NSString : easy way to remove UTF-8 accents from a

2019-01-10 09:59发布

问题:

I want to change a sentence, for example:

Être ou ne pas être. C'était là-bas.

Would become:

Etre ou ne pas etre. C'etait la-bas.

Is there any easy way to do this with NSString? Or do I have to develop this on my own by checking each char?

回答1:

NSString *str = @"Être ou ne pas être. C'était là-bas.";
NSData *data = [str dataUsingEncoding:NSASCIIStringEncoding allowLossyConversion:YES];
NSString *newStr = [[NSString alloc] initWithData:data encoding:NSASCIIStringEncoding];
NSLog(@"%@", newStr);

... or try using NSUTF8StringEncoding instead.

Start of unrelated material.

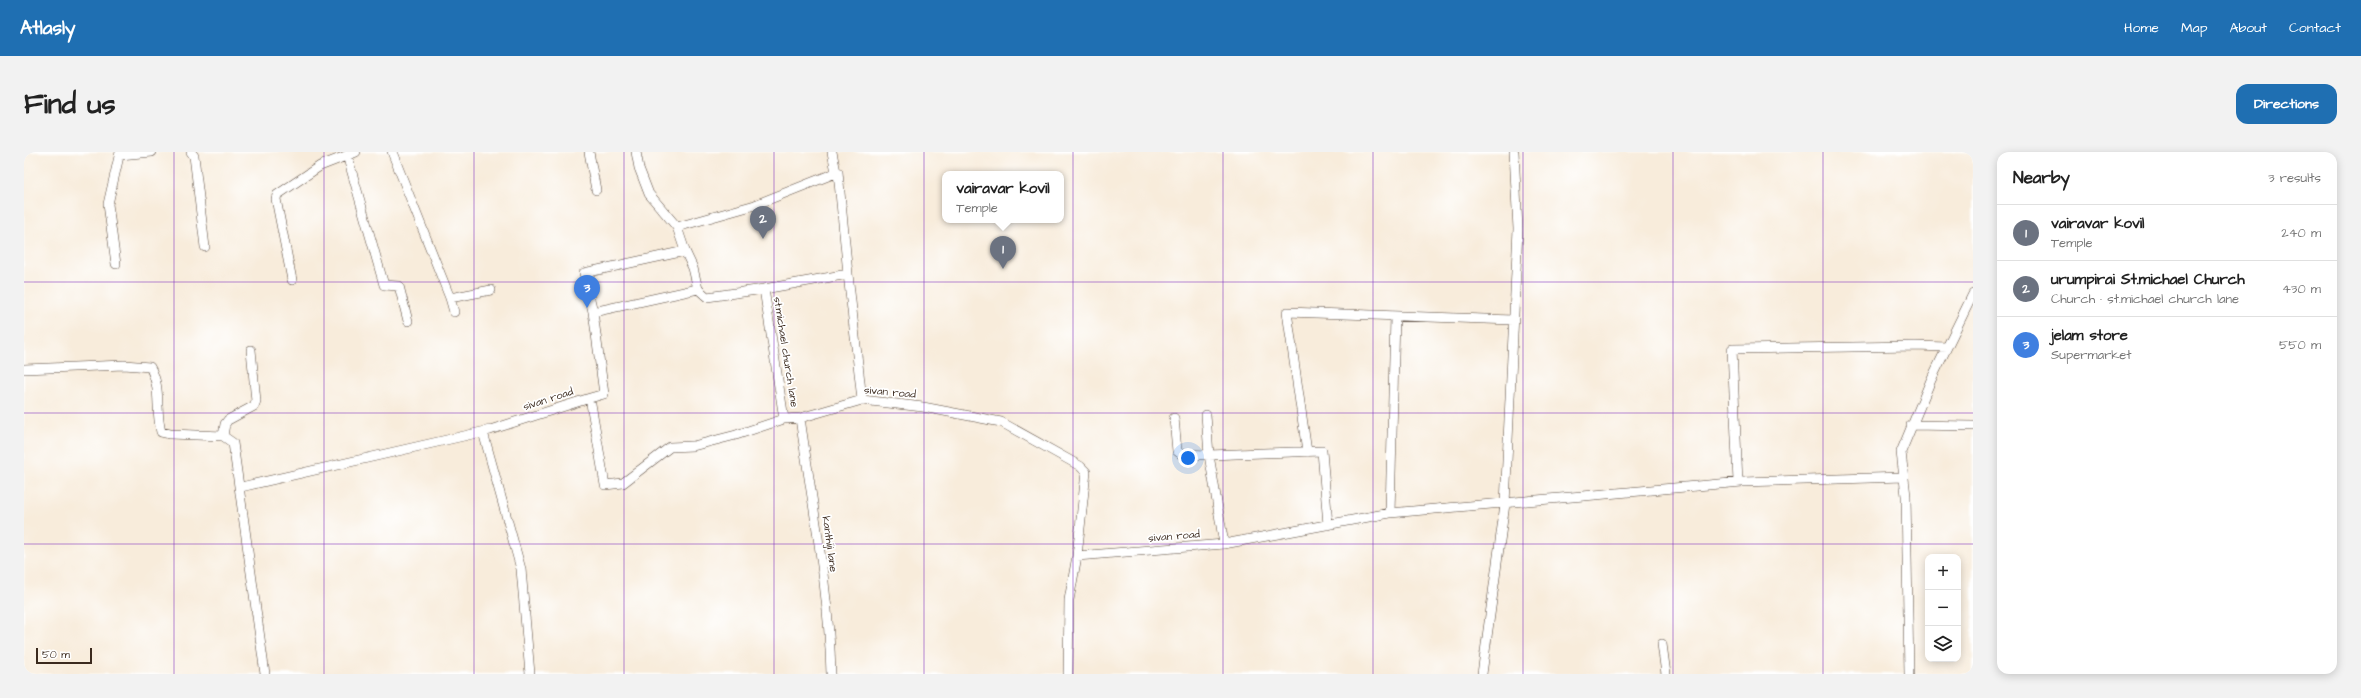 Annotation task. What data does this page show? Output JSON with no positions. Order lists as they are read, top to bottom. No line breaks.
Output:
{"streets":{"street":["st.michael church lane","sivan road","kanthiji lane"]},"crossings":[["st.michael church lane","sivan road"],["sivan road","kanthiji lane"]],"scale_bar":"50 m","page":{"header":"Atlasly","nav":["Home","Map","About","Contact"],"buttons":"Directions","title":"Find us","heading":["Nearby","3 results"],"popup":["vairavar kovil","Temple"],"list":[{"mark":"1","name":"vairavar kovil","note":"Temple","value":"240 m"},{"mark":"2","name":"urumpirai St.michael Church","note":"Church · st.michael church lane","value":"430 m"},{"mark":"3","name":"jelam store","note":"Supermarket","value":"550 m"}],"pins":["2","1","3"],"map_buttons":["+","−"],"scale":"50 m"}} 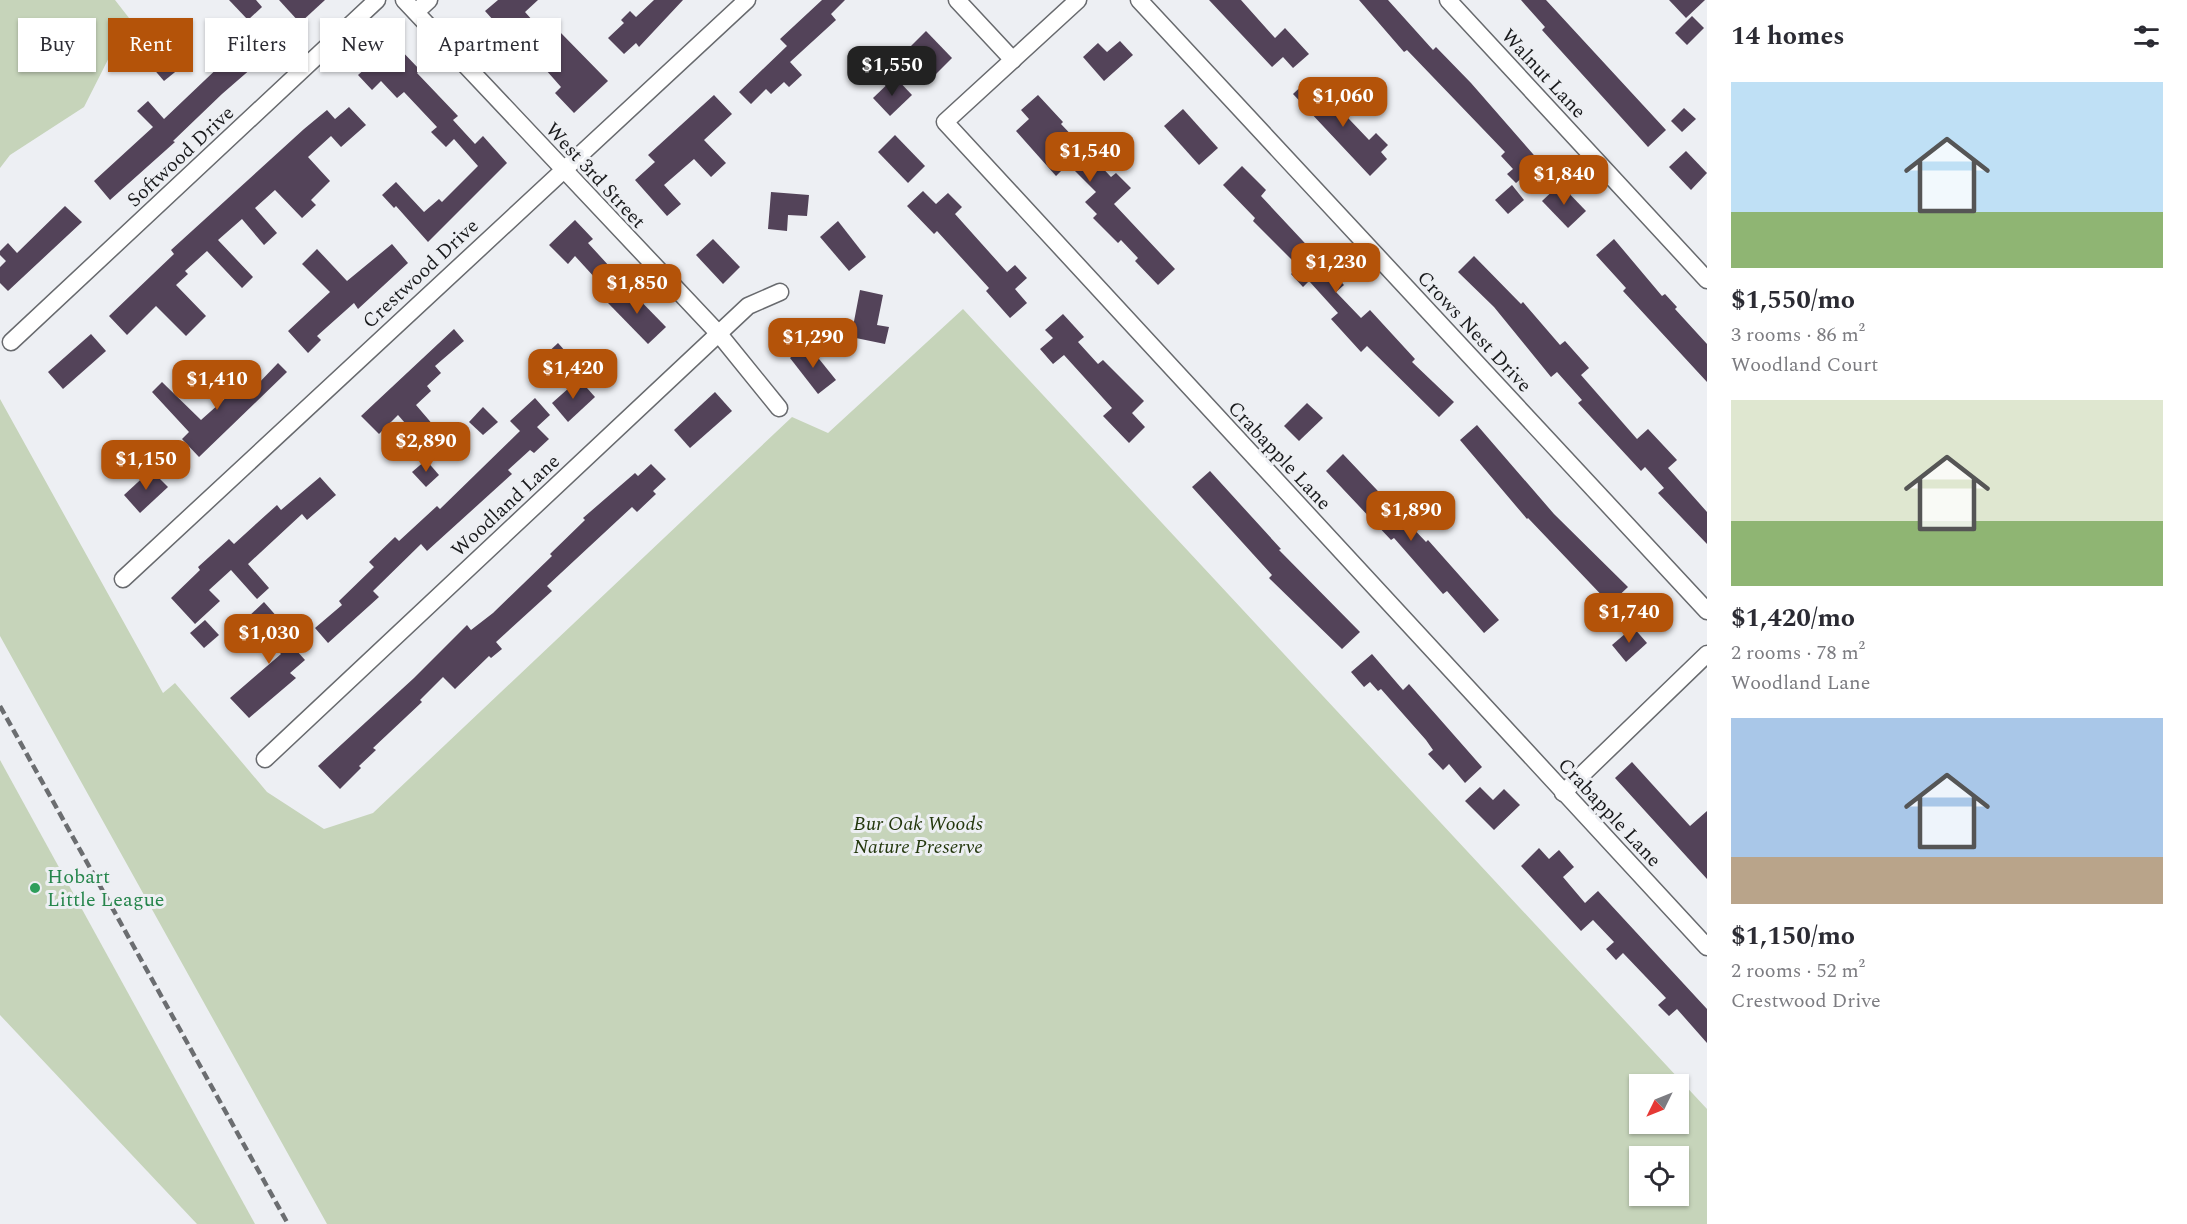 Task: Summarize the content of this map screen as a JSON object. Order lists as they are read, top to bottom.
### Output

List of encoding types here:

https://developer.apple.com/documentation/foundation/nsstringencoding


Just FTR here's a one line way to write this great answer:

yourString = [[NSString alloc]
  initWithData:
    [yourString dataUsingEncoding:NSASCIIStringEncoding allowLossyConversion:YES]
  encoding:NSASCIIStringEncoding];


回答2:

Mattt Thompson covered this in NSHipster and again at WWDC 2013 session 228

TL;DR

NSMutableString *str = [@"Être ou ne pas être. C'était là-bas." mutableCopy];
CFStringTransform((__bridge CFMutableStringRef)string, NULL, kCFStringTransformStripCombiningMarks, NO);

Should do the trick, it worked great for me.

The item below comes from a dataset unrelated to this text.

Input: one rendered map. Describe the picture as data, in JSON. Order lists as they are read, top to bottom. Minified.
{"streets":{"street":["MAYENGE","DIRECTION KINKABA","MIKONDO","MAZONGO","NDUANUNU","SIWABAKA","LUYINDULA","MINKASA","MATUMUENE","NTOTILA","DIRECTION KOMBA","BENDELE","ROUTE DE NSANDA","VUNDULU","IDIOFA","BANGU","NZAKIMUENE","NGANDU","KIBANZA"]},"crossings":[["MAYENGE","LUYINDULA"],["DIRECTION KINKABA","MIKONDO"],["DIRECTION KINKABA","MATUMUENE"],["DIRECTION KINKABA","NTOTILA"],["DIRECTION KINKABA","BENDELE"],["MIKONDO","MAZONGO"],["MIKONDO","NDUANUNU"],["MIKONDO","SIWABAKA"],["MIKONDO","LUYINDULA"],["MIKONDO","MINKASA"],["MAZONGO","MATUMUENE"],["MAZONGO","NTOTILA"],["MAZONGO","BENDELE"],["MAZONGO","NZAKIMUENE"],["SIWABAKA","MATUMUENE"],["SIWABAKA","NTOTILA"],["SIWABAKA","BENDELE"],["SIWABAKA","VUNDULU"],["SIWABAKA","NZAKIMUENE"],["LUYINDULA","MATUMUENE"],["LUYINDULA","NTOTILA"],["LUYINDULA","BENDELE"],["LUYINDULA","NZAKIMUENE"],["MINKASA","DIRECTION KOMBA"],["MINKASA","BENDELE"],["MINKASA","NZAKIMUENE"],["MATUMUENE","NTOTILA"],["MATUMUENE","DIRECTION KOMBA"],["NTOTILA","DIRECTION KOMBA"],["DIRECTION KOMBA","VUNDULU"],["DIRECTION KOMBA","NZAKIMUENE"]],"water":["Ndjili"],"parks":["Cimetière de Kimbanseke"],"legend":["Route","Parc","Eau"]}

Caveat Since a lot of people in the comments say this should be the accepted answer I want to give a caveat for this method. This method is pretty damn slow and should be used with care if huge amounts of string/data needs to be transformed



回答3:

Have you tried

[string stringByFoldingWithOptions:NSDiacriticInsensitiveSearch locale:[NSLocale currentLocale]]

or

Boolean CFStringTransform (
   CFMutableStringRef string,
   CFRange *range,
   CFStringRef transform,
   Boolean reverse
);

?

CFStringTransform & Transform Identifiers

NSMutableString *string = ...;
CFMutableStringRef stringRef = (__bridge CFMutableStringRef)string;
CFStringTransform(stringRef, NULL, kCFStringTransformToLatin, NO);
NSLog(@"%@", string);


回答4:

Just an update to say that it can be done like that in swift:

"Être ou ne pas être. C'était là-bas.".stringByFoldingWithOptions(NSStringCompareOptions.DiacriticInsensitiveSearch, locale: NSLocale.currentLocale())

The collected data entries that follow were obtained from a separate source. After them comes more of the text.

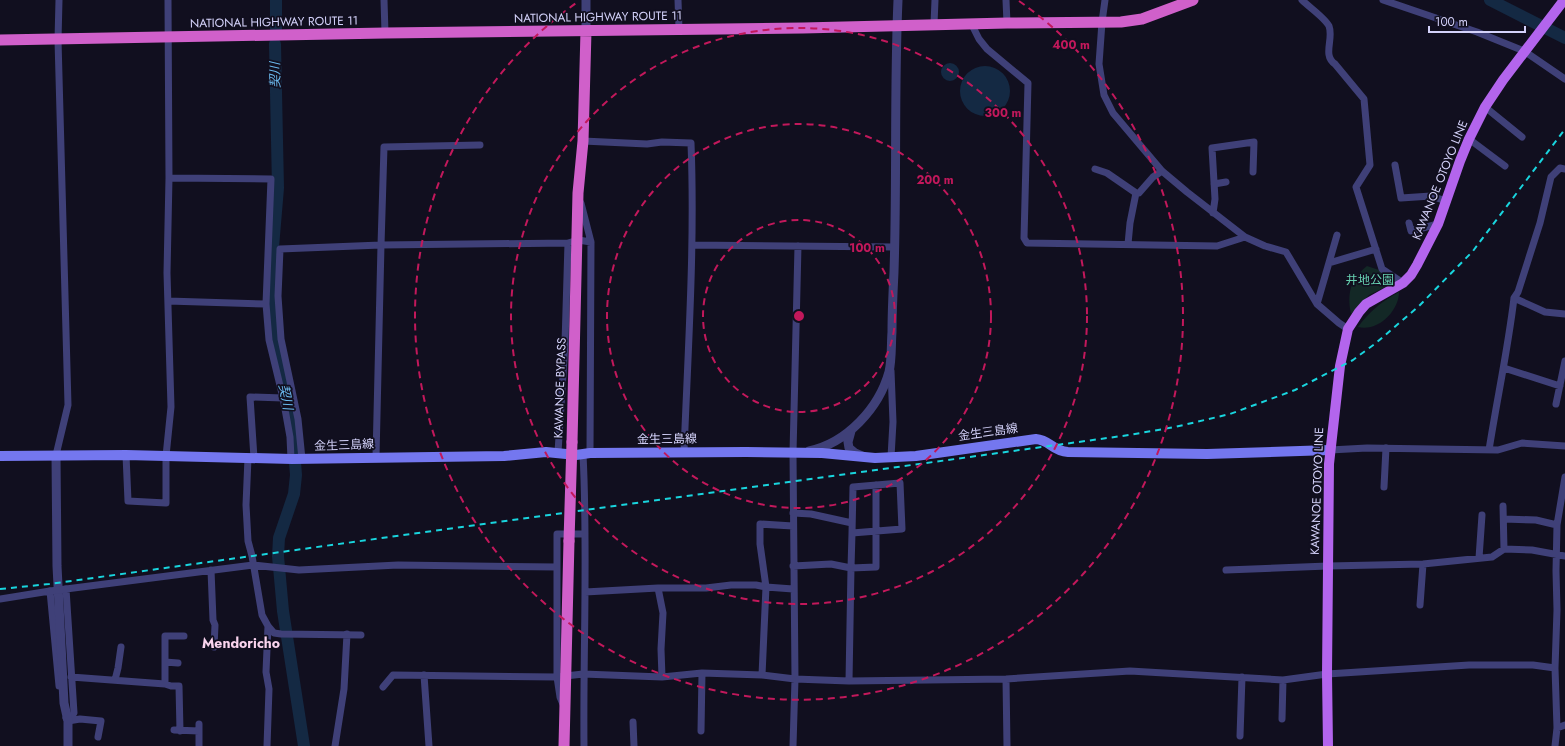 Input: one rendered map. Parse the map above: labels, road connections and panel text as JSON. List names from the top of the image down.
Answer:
{
  "streets": {
    "highway": ["NATIONAL HIGHWAY ROUTE 11", "KAWANOE BYPASS"],
    "main road": ["KAWANOE OTOYO LINE", "金生三島線"]
  },
  "crossings": [
    ["NATIONAL HIGHWAY ROUTE 11", "KAWANOE BYPASS"],
    ["KAWANOE OTOYO LINE", "金生三島線"]
  ],
  "districts": ["Mendoricho"],
  "water": ["契川"],
  "parks": ["井地公園"],
  "scale_bar": "100 m",
  "rings": [
    "400 m",
    "300 m",
    "200 m",
    "100 m"
  ]
}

--> "Etre ou ne pas etre. C'etait la-bas."



回答5:

Here a Performance Test using Swift 2.0 on iPhone 6 iOS 9.0 Simulator between solutions using:

  • CFStringTransform (Task 1)
  • stringByFoldingWithOptions (Task 2)

Task 2 is consistently faster, e.g.:

Task 1 took 9.49736100435257 seconds.
Task 2 took 1.96649599075317 seconds.

Here the test:

    let timer = ParkBenchTimer()
    for _ in 1...1000000 {
        let mStringRef = NSMutableString(string: "Être ou ne pas être. C'était là-bas.") as CFMutableStringRef
        CFStringTransform(mStringRef, nil, kCFStringTransformStripCombiningMarks, false)
        String(mStringRef)
    }
    print("Task 1 took \(timer.stop()) seconds.")

    let timer2 = ParkBenchTimer()
    for _ in 1...1000000 {
        "Être ou ne pas être. C'était là-bas.".stringByFoldingWithOptions(NSStringCompareOptions.DiacriticInsensitiveSearch, locale: NSLocale.currentLocale())
    }
    print("Task 2 took \(timer2.stop()) seconds.")

ParkBenchTimer by Klaas: https://stackoverflow.com/a/26578191/1097106



回答6:

Swift 3 (tested in playground)

//String+StripCombiningMarks.swift

extension String {
    /// strip combining marks (accents or diacritics)
    var stripCombiningMarks: String {
        let mStringRef = NSMutableString(string: self) as CFMutableString
        CFStringTransform(mStringRef, nil, kCFStringTransformStripCombiningMarks, false)
        return mStringRef as String
    }
}

Usage:

let umlaut = "äöüÄÖÜ" //ÄÖÜ
let stripped = umlaut.stripCombiningMarks //aouAOU


回答7:

here is complete code. use function stringbyfoldignWithOptions.

NSString *str1=@"Être ou ne pas être C'était là-bas"; NSString *str2=[str1 stringByFoldingWithOptions:NSDiacriticInsensitiveSearch locale:[NSLocale systemLocale]]; NSLog(@"%@",str2);



回答8:

For those who want a Swift version of CFStringTransform solution:

let stripAccentAndDiacritics: (String) -> String = {
    var mStringRef = NSMutableString(string: $0) as CFMutableStringRef
    CFStringTransform(mStringRef, nil, kCFStringTransformStripCombiningMarks, Boolean(0))
    return String(mStringRef)
}